The use of this method is messy. The information provided in this section is for guidance only and is very definitely not complete. This method does work; it is used in a number of large sites and has an acceptable level of performance.
An example smb.conf
file is shown in “ADS Membership Using RFC2307bis Identity Resolution smb.conf File”.
The DMS must be joined to the domain using the usual procedure. Additionally, it is necessary to build and install the PADL nss_ldap tool set. Be sure to build this tool set with the following:
./configure --enable-rfc2307bis --enable-schema-mapping make install
The following /etc/nsswitch.conf
file contents are required:
... passwd: files ldap shadow: files ldap group: files ldap ... hosts: files wins ...
The /etc/ldap.conf
file must be configured also. Refer to the PADL documentation
and source code for nss_ldap instructions.
The next step involves preparation on the ADS schema. This is briefly discussed in the remaining part of this chapter.
The Microsoft Windows Service for UNIX version 3.5 is available for free download from the Microsoft Web site. You will need to download this tool and install it following Microsoft instructions.
Instructions for obtaining and installing the AD4UNIX tool set can be found from the Geekcomix Web site.
So far this chapter has been mainly concerned with the provision of file and print services for domain member servers. However, an increasing number of UNIX/Linux workstations are being installed that do not act as file or print servers to anyone other than a single desktop user. The key demand for desktop systems is to be able to log onto any UNIX/Linux or Windows desktop using the same network user credentials.
The ability to use a common set of user credential across a variety of network systems is generally regarded as a single sign-on (SSO) solution. SSO systems are sold by a large number of vendors and include a range of technologies such as:
Proxy sign-on
Federated directory provisioning
Metadirectory server solutions
Replacement authentication systems
There are really four solutions that provide integrated authentication and user identity management facilities:
Samba winbind (free).
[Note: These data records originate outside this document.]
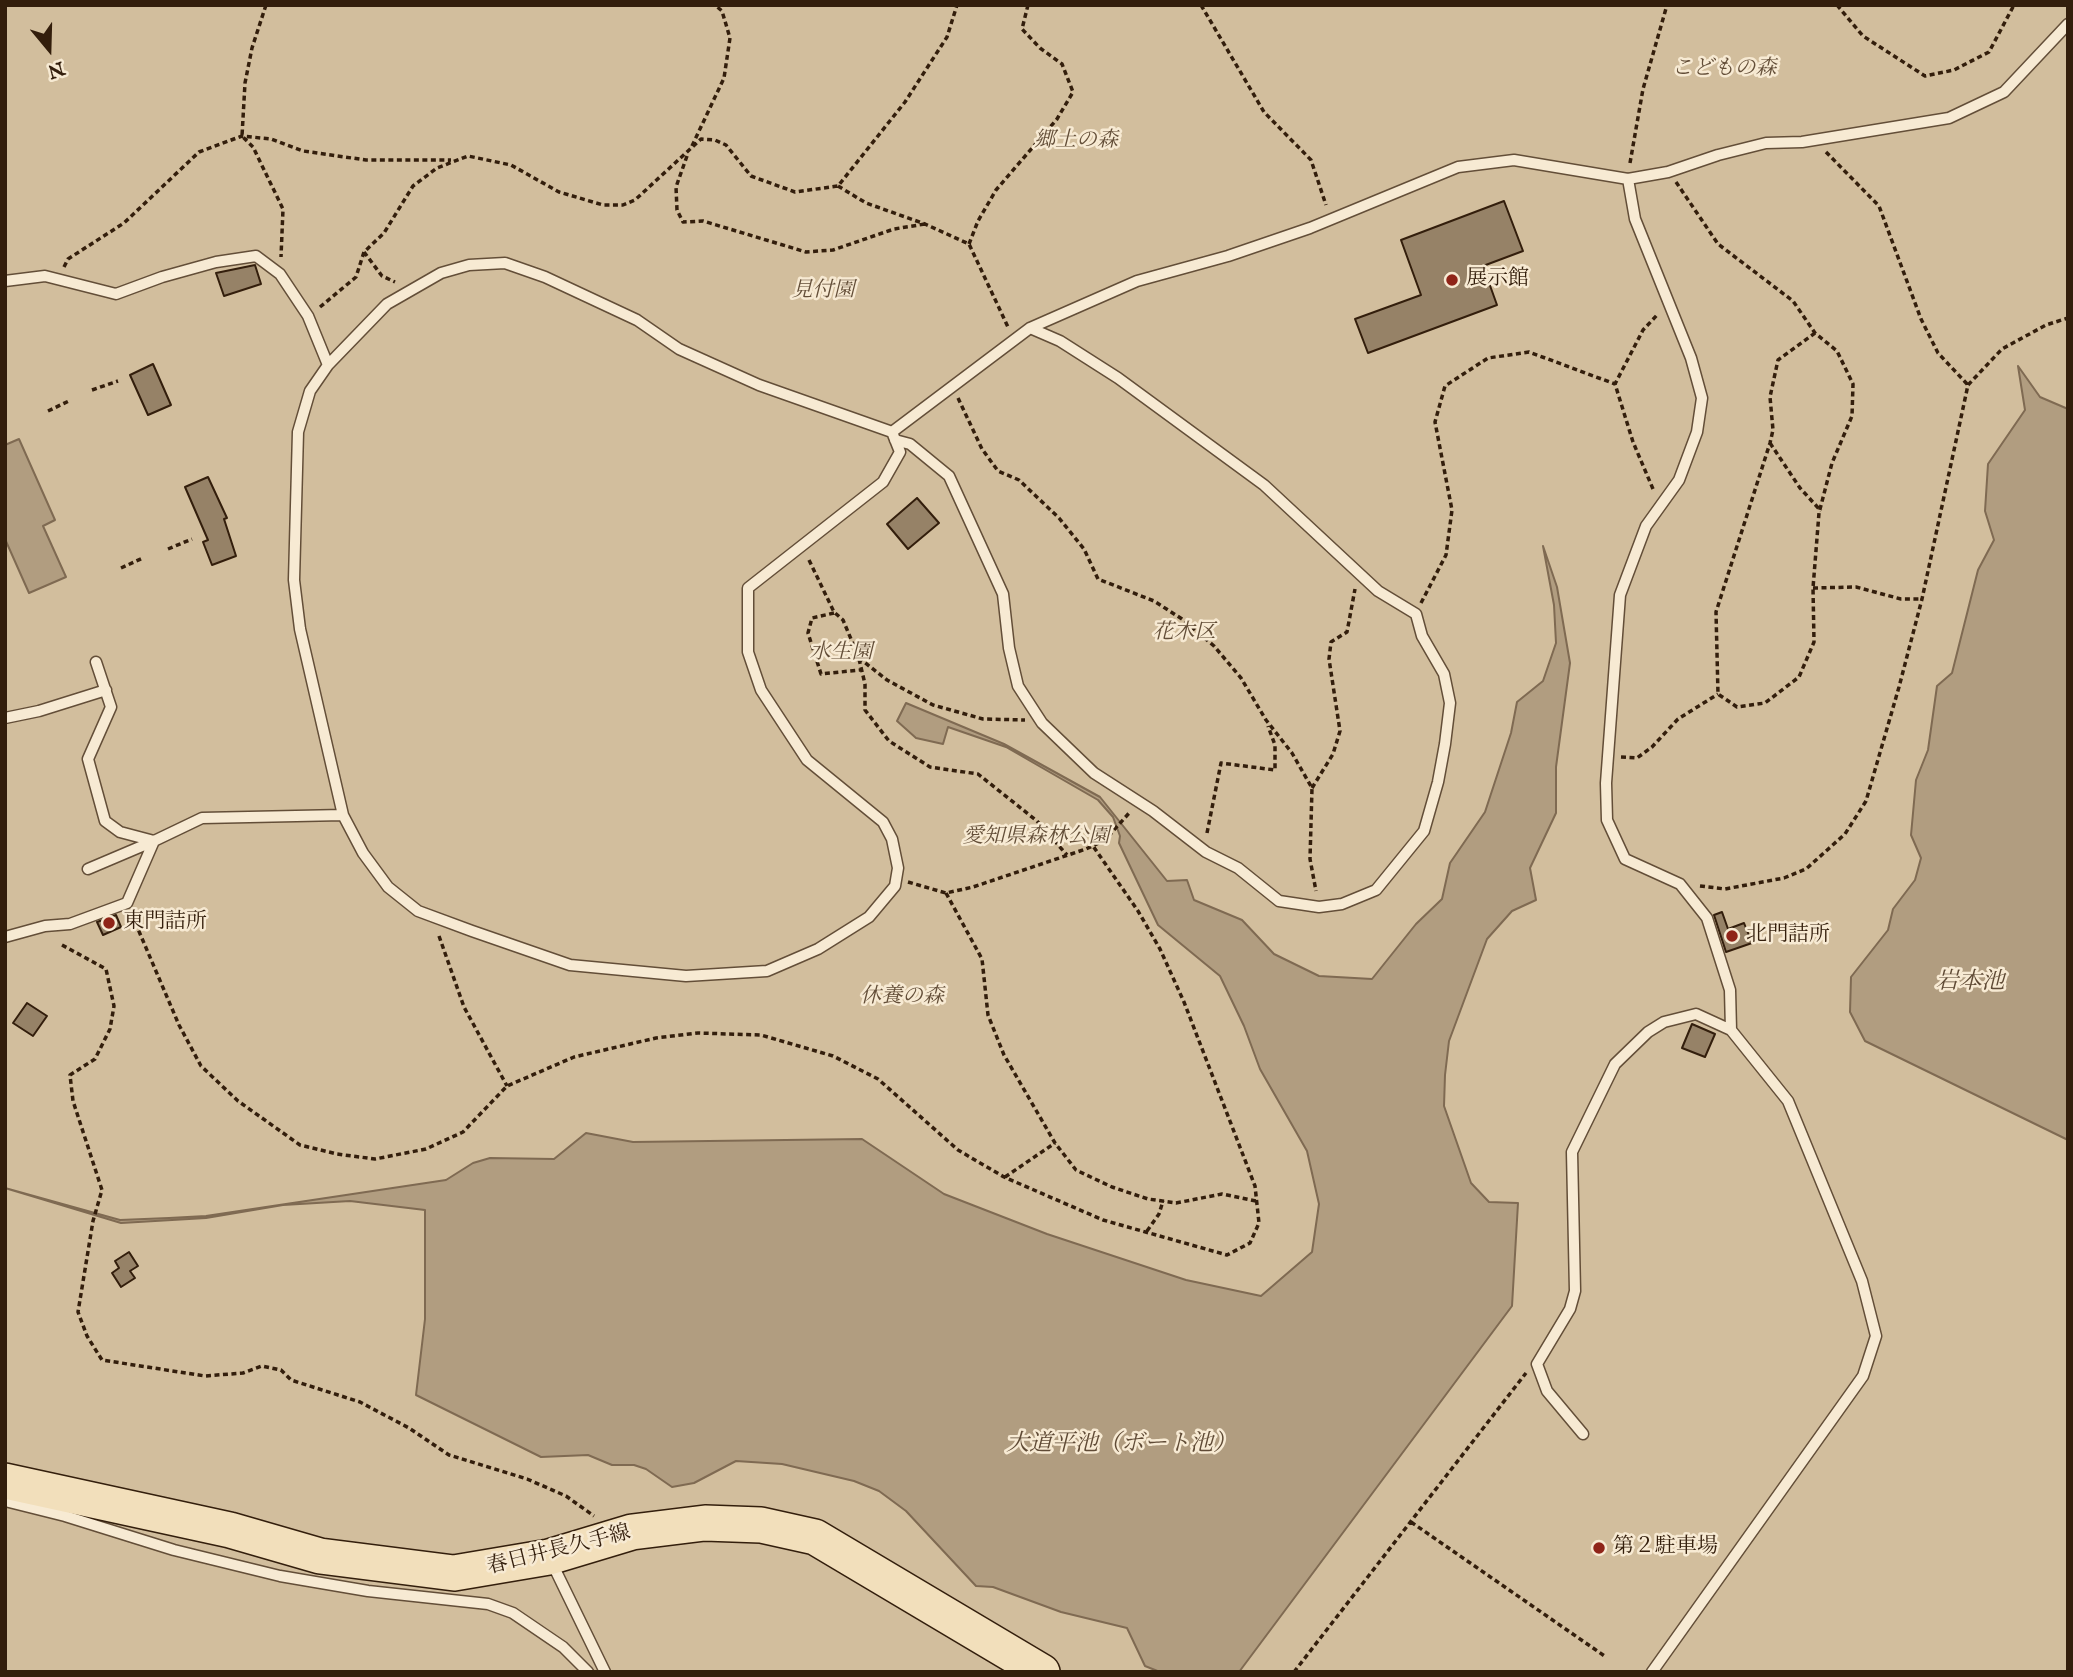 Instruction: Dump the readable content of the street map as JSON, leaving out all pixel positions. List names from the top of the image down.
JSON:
{
  "streets": {
    "main road": ["春日井長久手線"]
  },
  "water": ["岩本池", "大道平池（ボート池）"],
  "parks": [
    "こどもの森",
    "郷土の森",
    "見付園",
    "花木区",
    "水生園",
    "愛知県森林公園",
    "休養の森"
  ],
  "places": [
    "展示館",
    "東門詰所",
    "北門詰所",
    "第２駐車場"
  ],
  "north": "bottom"
}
Samba-3.0.20 introduced a complete replacement for Winbind that now provides a greater level of scalability in large ADS environments.
PADL PAM and LDAP tools (free).
Vintela Authentication Services (commercial).
Centrify DirectControl (commercial). Centrify's commercial product allows UNIX and Linux systems to use Active Directory security, directory and policy services. Enhancements include a centralized ID mapping that allows Samba, DirectControl and Active Directory to seamlessly work together.
The following guidelines are pertinent to the deployment of winbind-based authentication and identity resolution with the express purpose of allowing users to log on to UNIX/Linux desktops using Windows network domain user credentials (username and password).
You should note that it is possible to use LDAP-based PAM and NSS tools to permit distributed systems logons (SSO), providing user and group accounts are stored in an LDAP directory. This provides logon services for UNIX/Linux users, while Windows users obtain their sign-on support via Samba-3.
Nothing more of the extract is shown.